The Australasian Gastrointestinal Trials Group (AGITG) and the RTOG have recently established contouring-guidelines for IMRT in anal cancer [
26,
27]. The protocol of RTOG-0529 lists several dose constraints for critical normal structures including the external genitalia and requests that in every patient an effort should be made to achieve them [
20].
Anal cancer invading genitalia or spreading into lymphatic structures close to external genitalia has been observed several times at our department over the last 18 months.
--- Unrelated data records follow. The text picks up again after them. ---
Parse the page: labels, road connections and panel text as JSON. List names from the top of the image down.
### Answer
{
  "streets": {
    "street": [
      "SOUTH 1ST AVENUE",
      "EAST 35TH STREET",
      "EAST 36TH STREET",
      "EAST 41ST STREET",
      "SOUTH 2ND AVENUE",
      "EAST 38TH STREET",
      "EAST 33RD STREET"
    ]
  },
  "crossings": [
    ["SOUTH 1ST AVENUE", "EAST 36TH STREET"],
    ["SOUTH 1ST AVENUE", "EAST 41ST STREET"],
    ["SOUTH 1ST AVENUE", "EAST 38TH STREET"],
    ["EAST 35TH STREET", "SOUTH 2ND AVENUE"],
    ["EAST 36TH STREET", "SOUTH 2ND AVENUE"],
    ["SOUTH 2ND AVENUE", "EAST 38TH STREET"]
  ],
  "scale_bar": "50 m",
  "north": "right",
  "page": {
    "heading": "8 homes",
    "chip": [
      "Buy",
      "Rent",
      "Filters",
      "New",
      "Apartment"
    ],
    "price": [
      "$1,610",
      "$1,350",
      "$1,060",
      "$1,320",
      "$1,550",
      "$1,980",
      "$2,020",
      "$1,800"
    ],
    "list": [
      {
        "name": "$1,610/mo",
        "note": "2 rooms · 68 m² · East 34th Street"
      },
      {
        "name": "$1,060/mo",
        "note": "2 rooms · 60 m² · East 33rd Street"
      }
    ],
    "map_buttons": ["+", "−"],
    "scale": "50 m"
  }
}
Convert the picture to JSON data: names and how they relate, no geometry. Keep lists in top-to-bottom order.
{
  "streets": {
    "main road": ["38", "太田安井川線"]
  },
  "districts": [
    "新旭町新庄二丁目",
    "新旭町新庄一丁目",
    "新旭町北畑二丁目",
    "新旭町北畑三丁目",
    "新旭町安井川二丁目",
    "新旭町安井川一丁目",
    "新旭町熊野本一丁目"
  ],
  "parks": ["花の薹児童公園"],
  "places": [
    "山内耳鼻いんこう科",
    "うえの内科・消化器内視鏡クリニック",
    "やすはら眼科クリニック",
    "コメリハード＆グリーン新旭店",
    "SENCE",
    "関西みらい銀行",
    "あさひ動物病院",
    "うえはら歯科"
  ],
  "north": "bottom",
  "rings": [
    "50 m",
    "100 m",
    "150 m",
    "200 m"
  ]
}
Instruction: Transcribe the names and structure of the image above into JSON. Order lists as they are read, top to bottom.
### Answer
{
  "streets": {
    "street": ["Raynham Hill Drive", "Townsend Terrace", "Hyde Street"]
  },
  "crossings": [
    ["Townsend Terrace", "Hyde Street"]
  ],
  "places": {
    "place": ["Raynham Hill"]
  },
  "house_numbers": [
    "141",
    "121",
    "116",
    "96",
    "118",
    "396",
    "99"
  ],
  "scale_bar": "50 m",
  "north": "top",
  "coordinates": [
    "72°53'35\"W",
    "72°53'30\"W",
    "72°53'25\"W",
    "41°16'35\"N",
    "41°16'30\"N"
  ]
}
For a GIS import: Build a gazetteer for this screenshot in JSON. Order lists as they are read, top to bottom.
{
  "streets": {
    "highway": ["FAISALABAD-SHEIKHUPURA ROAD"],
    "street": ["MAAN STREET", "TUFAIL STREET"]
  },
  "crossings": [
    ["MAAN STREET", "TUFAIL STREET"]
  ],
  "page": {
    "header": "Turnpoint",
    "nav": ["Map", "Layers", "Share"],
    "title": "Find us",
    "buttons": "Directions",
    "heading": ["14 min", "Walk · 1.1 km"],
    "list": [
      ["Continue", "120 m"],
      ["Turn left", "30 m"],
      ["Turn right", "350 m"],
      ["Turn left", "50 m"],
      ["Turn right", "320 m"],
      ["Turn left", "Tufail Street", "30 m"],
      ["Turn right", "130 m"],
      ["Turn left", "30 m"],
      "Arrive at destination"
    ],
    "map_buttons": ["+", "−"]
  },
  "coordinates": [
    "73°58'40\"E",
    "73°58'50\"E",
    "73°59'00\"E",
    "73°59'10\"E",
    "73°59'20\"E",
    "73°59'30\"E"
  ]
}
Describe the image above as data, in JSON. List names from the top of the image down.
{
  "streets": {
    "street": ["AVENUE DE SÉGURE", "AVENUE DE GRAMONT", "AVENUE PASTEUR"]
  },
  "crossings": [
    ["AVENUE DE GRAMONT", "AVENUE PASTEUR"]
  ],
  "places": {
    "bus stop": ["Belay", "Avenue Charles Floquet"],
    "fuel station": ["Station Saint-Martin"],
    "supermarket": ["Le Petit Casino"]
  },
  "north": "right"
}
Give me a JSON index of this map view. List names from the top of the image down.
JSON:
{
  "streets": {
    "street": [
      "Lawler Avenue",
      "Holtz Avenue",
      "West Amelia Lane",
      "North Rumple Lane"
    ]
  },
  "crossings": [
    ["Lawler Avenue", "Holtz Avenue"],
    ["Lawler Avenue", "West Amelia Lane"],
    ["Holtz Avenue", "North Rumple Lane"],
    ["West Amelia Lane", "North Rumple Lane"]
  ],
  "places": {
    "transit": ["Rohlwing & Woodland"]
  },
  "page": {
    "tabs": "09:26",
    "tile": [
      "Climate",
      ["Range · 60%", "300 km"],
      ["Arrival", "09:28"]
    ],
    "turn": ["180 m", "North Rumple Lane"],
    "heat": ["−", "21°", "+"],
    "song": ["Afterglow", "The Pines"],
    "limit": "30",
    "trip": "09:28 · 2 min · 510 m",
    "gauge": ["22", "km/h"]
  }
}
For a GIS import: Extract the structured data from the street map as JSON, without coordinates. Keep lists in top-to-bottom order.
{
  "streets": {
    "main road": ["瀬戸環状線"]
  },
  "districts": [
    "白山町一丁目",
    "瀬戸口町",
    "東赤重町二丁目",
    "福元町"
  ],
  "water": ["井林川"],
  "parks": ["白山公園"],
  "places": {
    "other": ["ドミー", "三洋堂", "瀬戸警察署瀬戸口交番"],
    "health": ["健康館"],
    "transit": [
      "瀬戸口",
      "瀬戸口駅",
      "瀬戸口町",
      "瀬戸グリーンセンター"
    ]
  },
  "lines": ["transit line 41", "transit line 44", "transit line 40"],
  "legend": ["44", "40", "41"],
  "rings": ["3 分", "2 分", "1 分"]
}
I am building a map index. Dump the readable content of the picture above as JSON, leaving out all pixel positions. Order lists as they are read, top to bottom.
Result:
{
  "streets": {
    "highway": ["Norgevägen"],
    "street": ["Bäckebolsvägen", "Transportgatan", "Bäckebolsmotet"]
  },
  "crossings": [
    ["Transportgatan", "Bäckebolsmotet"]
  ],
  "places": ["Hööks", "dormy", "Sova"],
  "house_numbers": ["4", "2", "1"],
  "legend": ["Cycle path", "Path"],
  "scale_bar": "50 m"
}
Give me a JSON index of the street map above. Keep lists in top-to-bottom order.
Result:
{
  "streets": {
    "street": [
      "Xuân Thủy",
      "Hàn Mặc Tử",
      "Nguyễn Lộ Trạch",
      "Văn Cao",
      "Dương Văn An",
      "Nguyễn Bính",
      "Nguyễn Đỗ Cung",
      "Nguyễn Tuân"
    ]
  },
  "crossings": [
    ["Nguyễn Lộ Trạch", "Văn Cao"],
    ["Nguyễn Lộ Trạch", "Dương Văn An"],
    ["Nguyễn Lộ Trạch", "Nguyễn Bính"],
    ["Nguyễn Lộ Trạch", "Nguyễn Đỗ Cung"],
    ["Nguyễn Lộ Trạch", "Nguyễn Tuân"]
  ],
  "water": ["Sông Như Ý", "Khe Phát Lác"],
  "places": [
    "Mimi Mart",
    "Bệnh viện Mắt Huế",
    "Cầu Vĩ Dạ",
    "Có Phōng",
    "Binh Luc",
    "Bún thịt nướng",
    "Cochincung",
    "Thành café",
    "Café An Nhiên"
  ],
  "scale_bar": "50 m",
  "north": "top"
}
All patients had extensive clinical and imaging workup including FDG-PET/CT (positron emission tomography/computed tomography) and MRI (magnetic resonance imaging), for the first time providing the opportunity to obtain detailed objective visualization of genital/perigenital spread [
28]. As local relapse dramatically influences overall survival, as recently shown by Mai et al. [
9], avoiding marginal misses becomes a crucial factor in treatment planning in IMRT of anal cancer. To outline the potential scope and increase the awareness for this clinical issue, in this report we present one case of anal carcinoma with a perivulvar/vulvar relapse
after IMRT and three cases of anal cancer with (peri)genital infiltration at the time of first diagnosis
before IMRT treatment and discuss them in the context of recently published relevant data. All patients have consented with their regular informed consent to anonymous scientific analysis of their data.
Discussion
Evidently, the four cases reported here cannot be representative for the whole group of patients with genital involvement in anal cancer, but are certainly hypothesis-generating. They clearly demonstrate that involvement of external genitalia does in fact occur clinically, may be subtle, is not necessarily related to a large primary tumor and has therefore to be considered when defining target volumes.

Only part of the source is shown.